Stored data
——

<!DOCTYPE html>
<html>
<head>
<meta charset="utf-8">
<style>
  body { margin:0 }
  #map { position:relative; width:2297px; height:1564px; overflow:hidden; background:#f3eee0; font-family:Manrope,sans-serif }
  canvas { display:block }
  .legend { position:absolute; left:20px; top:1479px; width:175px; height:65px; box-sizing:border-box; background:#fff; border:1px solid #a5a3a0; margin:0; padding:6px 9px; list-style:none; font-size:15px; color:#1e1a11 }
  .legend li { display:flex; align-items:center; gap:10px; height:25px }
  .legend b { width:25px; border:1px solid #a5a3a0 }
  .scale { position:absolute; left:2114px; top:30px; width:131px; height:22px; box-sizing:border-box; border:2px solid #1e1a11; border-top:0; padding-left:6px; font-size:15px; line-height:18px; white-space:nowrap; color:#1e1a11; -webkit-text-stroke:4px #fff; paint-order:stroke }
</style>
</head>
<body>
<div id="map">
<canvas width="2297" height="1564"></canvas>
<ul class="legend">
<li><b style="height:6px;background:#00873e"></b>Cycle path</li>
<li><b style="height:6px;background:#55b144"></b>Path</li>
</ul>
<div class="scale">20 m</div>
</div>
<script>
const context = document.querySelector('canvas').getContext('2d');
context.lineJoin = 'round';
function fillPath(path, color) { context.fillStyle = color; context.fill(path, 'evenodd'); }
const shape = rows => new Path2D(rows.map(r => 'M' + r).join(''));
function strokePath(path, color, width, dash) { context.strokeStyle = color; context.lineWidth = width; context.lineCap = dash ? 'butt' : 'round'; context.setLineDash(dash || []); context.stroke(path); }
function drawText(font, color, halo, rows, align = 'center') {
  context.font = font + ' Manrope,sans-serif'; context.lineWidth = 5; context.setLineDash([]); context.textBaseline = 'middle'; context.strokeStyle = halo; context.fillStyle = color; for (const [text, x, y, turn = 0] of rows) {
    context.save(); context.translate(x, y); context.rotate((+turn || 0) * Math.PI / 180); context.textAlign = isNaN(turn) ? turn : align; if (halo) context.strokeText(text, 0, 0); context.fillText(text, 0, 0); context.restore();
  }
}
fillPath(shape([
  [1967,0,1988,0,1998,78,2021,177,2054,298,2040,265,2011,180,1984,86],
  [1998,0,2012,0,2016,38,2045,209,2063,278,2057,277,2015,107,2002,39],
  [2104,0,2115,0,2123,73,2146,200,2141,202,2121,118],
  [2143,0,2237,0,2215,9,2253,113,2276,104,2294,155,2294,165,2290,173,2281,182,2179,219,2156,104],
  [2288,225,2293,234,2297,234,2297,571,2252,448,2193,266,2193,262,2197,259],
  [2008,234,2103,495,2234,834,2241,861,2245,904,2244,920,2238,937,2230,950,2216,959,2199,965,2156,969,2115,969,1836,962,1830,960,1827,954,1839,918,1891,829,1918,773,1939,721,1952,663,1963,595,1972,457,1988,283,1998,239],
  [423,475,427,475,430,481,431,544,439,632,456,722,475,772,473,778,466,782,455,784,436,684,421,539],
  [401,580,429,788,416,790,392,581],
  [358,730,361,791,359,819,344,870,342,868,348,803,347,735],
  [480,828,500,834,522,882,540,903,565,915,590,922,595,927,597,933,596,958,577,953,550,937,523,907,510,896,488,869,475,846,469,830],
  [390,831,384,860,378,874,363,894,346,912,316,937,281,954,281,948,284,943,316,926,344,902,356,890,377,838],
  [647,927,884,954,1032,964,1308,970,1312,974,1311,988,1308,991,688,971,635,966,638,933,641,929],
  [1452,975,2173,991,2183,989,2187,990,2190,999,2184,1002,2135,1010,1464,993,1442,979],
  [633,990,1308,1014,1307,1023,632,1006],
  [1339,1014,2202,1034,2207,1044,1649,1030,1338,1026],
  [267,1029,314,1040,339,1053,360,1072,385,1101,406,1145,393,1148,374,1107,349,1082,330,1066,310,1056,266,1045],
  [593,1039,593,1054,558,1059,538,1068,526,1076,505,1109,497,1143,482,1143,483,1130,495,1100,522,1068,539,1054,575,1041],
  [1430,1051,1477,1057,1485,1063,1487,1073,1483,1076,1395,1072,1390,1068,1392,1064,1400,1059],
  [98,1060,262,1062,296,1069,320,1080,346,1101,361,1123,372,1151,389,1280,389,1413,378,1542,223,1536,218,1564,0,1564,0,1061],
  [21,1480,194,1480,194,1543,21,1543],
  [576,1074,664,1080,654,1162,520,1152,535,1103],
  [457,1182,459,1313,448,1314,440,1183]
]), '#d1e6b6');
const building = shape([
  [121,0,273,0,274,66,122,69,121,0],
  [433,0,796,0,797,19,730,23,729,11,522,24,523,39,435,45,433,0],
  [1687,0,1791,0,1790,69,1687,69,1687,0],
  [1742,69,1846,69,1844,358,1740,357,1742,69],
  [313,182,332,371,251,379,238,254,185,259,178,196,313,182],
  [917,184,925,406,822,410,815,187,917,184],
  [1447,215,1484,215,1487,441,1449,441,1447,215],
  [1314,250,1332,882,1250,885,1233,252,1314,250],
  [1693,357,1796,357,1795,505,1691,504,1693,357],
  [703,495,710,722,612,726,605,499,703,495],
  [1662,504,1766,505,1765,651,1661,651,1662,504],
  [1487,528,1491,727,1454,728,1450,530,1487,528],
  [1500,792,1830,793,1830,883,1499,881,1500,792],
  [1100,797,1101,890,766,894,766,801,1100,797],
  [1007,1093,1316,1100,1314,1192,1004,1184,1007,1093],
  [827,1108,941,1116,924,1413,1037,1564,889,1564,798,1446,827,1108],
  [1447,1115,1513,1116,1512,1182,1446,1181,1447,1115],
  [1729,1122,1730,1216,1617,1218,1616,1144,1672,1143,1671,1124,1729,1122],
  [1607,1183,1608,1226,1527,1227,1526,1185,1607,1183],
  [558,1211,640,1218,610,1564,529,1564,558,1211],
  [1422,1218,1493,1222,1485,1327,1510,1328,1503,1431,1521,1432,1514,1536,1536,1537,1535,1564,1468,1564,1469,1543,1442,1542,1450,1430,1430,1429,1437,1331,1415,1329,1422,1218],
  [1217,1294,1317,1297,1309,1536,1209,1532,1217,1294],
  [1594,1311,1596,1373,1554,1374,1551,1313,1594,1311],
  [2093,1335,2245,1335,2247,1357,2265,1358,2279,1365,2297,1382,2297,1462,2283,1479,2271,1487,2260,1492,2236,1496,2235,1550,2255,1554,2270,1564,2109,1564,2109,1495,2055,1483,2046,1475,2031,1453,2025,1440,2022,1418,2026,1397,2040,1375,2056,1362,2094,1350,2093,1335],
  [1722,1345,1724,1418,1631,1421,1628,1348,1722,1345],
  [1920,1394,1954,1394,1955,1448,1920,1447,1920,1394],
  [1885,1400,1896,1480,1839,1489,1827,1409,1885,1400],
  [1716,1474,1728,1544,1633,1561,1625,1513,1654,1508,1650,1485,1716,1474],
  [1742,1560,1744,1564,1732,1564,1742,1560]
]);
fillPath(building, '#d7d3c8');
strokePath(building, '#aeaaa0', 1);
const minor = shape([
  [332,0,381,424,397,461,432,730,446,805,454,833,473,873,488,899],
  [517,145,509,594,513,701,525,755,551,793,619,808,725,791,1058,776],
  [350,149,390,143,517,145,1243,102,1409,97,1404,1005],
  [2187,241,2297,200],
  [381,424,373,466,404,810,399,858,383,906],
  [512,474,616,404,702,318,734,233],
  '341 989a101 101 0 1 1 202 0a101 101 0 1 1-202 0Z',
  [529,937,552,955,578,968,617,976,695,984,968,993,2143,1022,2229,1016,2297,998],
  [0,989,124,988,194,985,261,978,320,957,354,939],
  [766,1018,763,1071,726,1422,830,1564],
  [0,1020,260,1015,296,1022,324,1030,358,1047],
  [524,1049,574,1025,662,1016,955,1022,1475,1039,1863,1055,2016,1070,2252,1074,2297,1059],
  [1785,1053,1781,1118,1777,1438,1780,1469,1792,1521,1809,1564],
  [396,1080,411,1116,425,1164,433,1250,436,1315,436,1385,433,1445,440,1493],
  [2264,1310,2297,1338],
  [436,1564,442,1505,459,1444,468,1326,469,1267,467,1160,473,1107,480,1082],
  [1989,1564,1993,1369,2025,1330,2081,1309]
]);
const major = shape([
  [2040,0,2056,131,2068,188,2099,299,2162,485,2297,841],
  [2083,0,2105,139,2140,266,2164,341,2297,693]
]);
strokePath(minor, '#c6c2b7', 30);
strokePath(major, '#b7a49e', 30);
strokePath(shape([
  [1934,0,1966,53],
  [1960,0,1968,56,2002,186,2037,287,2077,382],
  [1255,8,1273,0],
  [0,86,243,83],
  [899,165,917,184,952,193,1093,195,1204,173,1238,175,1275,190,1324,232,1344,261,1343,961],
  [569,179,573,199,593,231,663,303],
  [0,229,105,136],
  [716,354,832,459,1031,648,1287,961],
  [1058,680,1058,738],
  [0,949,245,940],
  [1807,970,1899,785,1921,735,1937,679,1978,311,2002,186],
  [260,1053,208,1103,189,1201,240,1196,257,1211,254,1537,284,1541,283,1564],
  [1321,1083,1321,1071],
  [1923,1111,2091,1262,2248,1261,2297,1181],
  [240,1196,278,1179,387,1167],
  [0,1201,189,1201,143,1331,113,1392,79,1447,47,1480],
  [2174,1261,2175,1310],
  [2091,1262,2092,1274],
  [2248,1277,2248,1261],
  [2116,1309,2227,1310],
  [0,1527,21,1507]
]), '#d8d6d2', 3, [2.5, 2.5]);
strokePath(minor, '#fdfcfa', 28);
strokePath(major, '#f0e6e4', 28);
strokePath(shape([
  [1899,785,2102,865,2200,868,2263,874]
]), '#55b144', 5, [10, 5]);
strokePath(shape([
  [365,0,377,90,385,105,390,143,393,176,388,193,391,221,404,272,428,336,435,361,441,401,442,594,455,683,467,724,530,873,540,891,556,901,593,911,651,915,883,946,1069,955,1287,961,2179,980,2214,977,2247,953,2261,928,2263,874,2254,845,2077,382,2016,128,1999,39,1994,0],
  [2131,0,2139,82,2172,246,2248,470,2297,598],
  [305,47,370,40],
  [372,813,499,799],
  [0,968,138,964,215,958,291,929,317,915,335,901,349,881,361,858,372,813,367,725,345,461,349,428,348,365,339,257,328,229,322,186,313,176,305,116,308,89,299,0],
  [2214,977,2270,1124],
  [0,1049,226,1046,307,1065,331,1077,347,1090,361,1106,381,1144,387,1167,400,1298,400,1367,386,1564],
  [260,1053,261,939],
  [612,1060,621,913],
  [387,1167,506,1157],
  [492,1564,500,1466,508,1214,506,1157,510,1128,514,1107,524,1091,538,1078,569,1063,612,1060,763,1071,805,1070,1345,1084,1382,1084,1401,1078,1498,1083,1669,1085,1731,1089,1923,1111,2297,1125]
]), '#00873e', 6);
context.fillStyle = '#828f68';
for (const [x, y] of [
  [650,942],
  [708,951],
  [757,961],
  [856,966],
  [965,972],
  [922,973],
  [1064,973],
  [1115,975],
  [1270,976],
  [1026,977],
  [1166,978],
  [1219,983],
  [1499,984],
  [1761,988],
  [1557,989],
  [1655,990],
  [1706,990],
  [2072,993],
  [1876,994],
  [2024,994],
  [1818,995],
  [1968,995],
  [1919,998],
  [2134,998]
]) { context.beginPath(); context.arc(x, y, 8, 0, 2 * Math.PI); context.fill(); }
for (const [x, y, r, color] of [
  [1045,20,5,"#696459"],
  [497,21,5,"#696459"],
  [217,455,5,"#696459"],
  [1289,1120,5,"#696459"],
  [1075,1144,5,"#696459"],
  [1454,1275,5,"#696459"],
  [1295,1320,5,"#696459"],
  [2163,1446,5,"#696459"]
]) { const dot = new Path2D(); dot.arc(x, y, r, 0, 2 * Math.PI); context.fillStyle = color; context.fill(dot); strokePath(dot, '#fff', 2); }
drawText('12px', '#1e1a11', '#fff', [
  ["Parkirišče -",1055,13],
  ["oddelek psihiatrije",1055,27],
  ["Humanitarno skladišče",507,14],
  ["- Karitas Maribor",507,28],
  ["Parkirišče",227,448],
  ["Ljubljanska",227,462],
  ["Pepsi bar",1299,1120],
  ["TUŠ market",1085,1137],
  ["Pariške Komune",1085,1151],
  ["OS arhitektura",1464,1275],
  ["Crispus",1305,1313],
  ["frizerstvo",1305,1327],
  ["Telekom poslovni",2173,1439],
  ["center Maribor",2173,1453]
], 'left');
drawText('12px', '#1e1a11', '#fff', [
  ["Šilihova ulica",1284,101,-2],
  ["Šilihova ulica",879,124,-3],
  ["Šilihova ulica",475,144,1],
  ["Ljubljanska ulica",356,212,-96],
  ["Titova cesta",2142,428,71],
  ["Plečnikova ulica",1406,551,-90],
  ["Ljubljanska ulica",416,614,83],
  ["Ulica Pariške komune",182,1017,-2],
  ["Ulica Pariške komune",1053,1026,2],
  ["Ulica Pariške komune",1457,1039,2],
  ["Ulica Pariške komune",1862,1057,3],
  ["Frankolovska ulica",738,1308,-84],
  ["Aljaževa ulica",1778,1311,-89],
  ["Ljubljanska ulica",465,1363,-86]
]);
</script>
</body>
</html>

——

Quote exactly the first line of the entries and every line after it, stopping with the line that contains "context.lineJoin = 'round';".

<!DOCTYPE html>
<html>
<head>
<meta charset="utf-8">
<style>
  body { margin:0 }
  #map { position:relative; width:2297px; height:1564px; overflow:hidden; background:#f3eee0; font-family:Manrope,sans-serif }
  canvas { display:block }
  .legend { position:absolute; left:20px; top:1479px; width:175px; height:65px; box-sizing:border-box; background:#fff; border:1px solid #a5a3a0; margin:0; padding:6px 9px; list-style:none; font-size:15px; color:#1e1a11 }
  .legend li { display:flex; align-items:center; gap:10px; height:25px }
  .legend b { width:25px; border:1px solid #a5a3a0 }
  .scale { position:absolute; left:2114px; top:30px; width:131px; height:22px; box-sizing:border-box; border:2px solid #1e1a11; border-top:0; padding-left:6px; font-size:15px; line-height:18px; white-space:nowrap; color:#1e1a11; -webkit-text-stroke:4px #fff; paint-order:stroke }
</style>
</head>
<body>
<div id="map">
<canvas width="2297" height="1564"></canvas>
<ul class="legend">
<li><b style="height:6px;background:#00873e"></b>Cycle path</li>
<li><b style="height:6px;background:#55b144"></b>Path</li>
</ul>
<div class="scale">20 m</div>
</div>
<script>
const context = document.querySelector('canvas').getContext('2d');
context.lineJoin = 'round';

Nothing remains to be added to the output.